-------- Data records --------

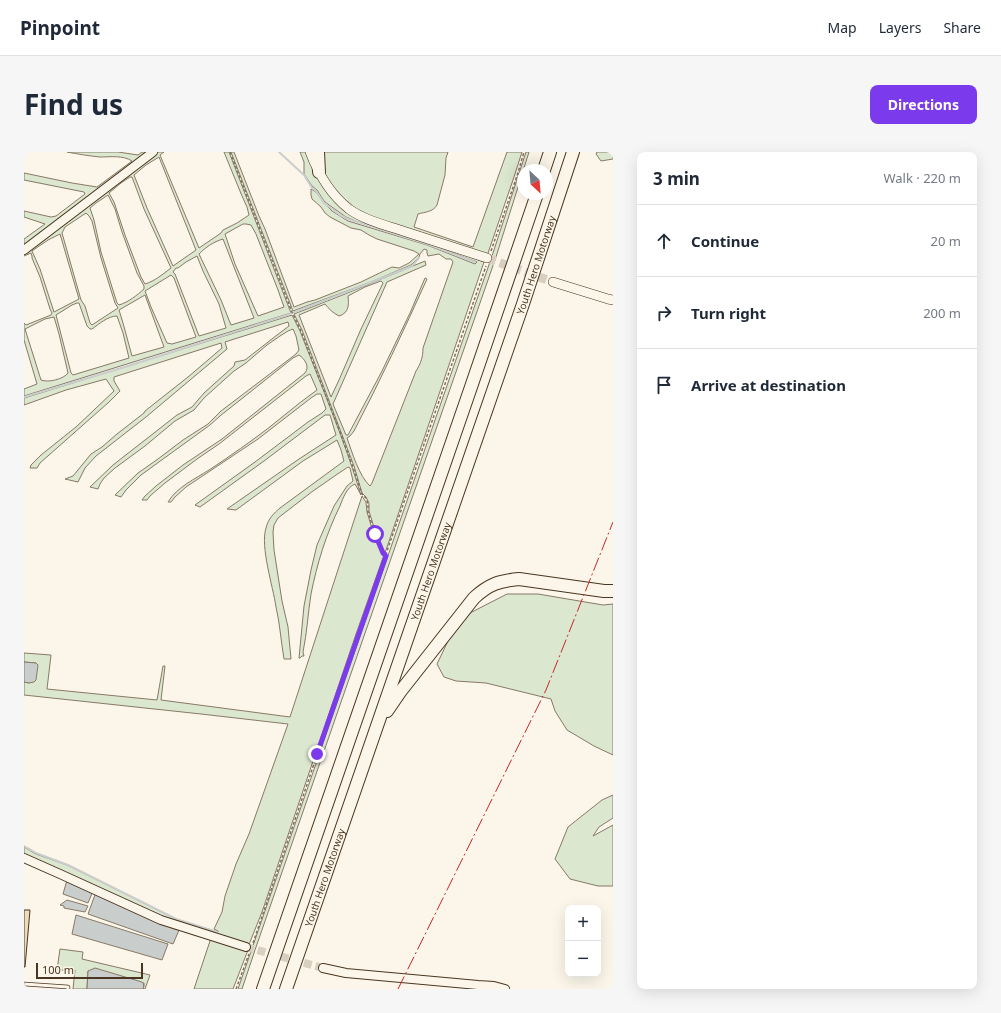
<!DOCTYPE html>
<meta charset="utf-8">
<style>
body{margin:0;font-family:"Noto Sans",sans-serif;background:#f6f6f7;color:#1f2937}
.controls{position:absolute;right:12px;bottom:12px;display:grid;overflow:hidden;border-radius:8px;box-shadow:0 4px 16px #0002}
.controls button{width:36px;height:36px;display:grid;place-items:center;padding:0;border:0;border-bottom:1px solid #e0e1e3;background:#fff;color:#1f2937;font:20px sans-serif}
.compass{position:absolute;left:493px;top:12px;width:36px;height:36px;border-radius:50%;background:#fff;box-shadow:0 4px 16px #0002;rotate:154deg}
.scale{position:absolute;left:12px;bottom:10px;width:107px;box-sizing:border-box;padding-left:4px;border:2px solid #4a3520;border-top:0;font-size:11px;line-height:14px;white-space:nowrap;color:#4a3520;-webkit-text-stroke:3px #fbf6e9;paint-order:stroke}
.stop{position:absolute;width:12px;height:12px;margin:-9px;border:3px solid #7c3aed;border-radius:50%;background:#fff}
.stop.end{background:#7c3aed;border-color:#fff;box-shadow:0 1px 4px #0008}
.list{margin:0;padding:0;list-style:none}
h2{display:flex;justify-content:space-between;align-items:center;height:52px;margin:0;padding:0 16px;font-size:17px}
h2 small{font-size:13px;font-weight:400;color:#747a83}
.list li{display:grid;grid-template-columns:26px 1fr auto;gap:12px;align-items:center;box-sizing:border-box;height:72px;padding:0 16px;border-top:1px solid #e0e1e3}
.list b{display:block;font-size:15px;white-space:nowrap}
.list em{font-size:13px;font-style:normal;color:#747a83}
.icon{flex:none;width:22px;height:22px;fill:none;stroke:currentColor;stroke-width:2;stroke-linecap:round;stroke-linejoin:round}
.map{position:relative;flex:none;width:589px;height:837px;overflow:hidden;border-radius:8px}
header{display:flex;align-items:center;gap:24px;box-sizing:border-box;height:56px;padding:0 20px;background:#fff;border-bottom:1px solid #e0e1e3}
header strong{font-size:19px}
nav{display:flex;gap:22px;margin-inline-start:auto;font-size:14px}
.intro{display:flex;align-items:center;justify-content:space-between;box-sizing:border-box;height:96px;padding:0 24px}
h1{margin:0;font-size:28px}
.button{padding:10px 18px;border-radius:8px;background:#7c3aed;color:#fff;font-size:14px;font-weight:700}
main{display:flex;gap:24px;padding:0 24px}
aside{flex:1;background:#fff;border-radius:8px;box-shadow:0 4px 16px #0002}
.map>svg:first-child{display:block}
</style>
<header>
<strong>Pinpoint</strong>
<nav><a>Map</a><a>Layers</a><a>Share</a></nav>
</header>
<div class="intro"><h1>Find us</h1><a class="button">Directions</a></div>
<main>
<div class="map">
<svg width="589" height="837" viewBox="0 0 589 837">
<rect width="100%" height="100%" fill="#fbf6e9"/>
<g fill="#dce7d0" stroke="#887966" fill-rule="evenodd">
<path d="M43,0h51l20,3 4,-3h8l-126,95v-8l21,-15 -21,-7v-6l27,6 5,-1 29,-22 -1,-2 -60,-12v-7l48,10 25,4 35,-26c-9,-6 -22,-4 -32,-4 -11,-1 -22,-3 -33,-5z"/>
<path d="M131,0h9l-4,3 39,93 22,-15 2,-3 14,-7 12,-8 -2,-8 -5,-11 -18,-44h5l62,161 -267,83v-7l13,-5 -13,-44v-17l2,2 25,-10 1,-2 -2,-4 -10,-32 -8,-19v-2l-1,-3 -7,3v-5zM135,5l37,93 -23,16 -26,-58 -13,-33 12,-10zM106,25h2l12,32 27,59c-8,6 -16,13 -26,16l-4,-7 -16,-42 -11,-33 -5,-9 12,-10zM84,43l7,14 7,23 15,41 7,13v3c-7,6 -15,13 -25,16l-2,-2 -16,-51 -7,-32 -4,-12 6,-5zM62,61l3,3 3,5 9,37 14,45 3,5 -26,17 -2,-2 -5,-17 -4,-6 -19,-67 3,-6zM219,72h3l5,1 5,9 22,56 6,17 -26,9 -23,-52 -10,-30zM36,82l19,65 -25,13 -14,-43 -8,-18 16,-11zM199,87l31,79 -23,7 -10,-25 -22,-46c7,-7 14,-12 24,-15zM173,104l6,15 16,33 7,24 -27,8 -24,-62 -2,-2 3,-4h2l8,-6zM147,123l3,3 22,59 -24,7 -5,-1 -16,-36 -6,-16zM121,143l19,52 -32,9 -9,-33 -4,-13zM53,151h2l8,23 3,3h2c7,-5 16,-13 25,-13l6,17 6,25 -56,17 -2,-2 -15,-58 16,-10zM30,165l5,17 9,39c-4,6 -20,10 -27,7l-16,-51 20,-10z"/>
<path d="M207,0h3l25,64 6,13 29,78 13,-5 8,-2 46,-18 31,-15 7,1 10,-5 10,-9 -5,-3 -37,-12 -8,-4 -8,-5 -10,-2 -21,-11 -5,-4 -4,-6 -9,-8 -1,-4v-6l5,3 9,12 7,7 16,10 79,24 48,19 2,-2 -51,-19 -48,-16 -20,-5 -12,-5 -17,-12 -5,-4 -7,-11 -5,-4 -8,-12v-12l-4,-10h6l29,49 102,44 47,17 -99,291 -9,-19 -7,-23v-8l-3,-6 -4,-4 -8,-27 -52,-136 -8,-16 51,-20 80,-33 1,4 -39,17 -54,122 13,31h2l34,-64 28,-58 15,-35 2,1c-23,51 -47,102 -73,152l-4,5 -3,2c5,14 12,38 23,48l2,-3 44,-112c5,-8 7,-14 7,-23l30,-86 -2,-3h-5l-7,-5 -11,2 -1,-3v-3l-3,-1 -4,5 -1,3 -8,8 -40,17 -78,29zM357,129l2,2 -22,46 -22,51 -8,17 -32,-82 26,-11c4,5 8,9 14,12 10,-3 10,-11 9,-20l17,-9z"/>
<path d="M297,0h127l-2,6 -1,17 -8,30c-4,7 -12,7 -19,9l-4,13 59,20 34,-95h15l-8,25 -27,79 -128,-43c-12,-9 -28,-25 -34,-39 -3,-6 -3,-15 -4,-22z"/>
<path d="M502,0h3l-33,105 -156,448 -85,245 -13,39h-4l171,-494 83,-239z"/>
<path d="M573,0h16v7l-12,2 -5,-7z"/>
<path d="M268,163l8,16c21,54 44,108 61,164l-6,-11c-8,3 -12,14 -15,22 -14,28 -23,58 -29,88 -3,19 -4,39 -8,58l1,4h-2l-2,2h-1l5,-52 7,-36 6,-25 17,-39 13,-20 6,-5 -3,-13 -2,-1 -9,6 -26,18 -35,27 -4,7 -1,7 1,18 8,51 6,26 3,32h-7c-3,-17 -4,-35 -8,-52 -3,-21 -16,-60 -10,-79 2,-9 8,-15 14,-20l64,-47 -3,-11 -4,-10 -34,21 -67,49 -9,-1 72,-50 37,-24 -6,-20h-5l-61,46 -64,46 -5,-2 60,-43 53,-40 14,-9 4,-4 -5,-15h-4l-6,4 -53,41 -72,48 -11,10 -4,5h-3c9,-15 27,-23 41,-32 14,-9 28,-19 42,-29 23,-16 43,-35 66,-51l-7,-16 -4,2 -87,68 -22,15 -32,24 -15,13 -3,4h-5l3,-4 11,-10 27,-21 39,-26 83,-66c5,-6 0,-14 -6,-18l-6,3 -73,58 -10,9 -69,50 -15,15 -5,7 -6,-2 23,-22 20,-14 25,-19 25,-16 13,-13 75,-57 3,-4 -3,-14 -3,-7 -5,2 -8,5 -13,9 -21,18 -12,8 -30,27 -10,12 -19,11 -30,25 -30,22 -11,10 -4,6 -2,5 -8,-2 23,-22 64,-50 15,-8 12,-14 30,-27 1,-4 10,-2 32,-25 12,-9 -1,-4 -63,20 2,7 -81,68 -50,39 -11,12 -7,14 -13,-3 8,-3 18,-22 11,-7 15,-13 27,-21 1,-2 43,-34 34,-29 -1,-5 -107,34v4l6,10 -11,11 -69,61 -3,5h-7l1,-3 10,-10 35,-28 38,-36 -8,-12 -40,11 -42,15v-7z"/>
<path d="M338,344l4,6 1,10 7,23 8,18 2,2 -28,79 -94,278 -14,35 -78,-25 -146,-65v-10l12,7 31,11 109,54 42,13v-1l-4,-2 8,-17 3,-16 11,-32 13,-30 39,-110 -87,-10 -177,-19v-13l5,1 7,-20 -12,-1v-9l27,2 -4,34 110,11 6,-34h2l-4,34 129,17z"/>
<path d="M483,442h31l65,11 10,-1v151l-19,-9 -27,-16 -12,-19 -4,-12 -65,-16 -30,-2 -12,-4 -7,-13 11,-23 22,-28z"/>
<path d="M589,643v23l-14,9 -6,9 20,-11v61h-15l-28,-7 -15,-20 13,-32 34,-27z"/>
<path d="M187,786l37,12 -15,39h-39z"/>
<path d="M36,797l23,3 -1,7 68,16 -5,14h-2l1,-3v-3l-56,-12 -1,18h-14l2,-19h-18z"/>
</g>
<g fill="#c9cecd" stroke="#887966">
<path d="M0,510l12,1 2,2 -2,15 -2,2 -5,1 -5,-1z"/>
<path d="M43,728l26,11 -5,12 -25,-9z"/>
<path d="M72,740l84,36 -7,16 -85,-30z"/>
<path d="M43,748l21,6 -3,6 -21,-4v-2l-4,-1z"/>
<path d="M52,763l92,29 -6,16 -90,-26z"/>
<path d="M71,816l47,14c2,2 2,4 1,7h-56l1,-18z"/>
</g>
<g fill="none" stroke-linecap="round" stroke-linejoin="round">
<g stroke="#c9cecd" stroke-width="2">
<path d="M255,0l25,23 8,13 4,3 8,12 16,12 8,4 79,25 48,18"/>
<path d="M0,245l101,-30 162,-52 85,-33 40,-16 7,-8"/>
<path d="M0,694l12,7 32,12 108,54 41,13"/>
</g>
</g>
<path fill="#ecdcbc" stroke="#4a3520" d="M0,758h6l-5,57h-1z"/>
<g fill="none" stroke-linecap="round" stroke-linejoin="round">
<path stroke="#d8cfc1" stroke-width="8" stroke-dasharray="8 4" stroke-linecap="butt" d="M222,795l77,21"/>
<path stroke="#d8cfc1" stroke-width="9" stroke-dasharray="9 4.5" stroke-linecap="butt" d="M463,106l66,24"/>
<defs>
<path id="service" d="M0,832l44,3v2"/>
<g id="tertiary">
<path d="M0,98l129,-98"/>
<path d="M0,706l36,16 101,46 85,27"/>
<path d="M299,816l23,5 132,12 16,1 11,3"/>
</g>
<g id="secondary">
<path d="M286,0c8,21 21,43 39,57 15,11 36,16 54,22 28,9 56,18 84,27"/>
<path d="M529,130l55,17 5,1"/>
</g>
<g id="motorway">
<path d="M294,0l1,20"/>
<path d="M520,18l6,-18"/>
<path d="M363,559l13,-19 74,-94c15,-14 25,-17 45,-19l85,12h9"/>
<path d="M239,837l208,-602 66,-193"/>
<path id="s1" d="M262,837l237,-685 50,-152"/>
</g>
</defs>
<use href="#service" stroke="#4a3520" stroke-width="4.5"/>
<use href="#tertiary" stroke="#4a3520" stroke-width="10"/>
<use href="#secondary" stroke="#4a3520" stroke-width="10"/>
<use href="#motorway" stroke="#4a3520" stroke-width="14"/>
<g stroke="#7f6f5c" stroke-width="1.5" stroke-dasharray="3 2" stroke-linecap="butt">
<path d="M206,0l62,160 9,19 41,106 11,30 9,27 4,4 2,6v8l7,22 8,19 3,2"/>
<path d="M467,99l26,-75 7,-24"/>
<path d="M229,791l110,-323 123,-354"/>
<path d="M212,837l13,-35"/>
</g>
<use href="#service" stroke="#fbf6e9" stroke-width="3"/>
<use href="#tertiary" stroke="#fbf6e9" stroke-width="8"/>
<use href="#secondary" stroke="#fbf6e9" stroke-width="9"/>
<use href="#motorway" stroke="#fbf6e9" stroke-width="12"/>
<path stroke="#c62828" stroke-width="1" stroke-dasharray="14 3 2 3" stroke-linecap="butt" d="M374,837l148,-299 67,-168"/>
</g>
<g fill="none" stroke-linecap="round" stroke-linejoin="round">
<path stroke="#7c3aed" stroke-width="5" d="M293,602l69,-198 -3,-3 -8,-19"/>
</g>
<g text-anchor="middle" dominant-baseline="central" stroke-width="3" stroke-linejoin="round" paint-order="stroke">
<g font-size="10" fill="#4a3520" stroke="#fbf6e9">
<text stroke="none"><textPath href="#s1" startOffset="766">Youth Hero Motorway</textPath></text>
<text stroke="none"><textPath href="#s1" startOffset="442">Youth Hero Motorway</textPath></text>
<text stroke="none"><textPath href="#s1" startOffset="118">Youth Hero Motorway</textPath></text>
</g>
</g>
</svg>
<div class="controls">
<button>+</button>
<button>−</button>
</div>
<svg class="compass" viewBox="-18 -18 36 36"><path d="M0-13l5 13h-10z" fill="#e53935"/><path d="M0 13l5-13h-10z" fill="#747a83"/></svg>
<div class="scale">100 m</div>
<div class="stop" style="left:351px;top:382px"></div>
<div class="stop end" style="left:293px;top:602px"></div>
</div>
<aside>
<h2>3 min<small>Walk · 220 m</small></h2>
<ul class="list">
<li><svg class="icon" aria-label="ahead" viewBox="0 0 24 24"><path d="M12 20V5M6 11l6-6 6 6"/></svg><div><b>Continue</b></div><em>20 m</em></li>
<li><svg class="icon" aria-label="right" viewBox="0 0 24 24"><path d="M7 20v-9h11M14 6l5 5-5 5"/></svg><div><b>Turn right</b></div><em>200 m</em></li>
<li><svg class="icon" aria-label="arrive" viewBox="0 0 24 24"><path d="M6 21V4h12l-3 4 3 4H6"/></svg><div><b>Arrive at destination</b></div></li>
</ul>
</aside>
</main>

--------

◆ **Activity**: Filter the records above down to the lines containing "white".

◆ **The answer**:
.scale{position:absolute;left:12px;bottom:10px;width:107px;box-sizing:border-box;padding-left:4px;border:2px solid #4a3520;border-top:0;font-size:11px;line-height:14px;white-space:nowrap;color:#4a3520;-webkit-text-stroke:3px #fbf6e9;paint-order:stroke}
.list b{display:block;font-size:15px;white-space:nowrap}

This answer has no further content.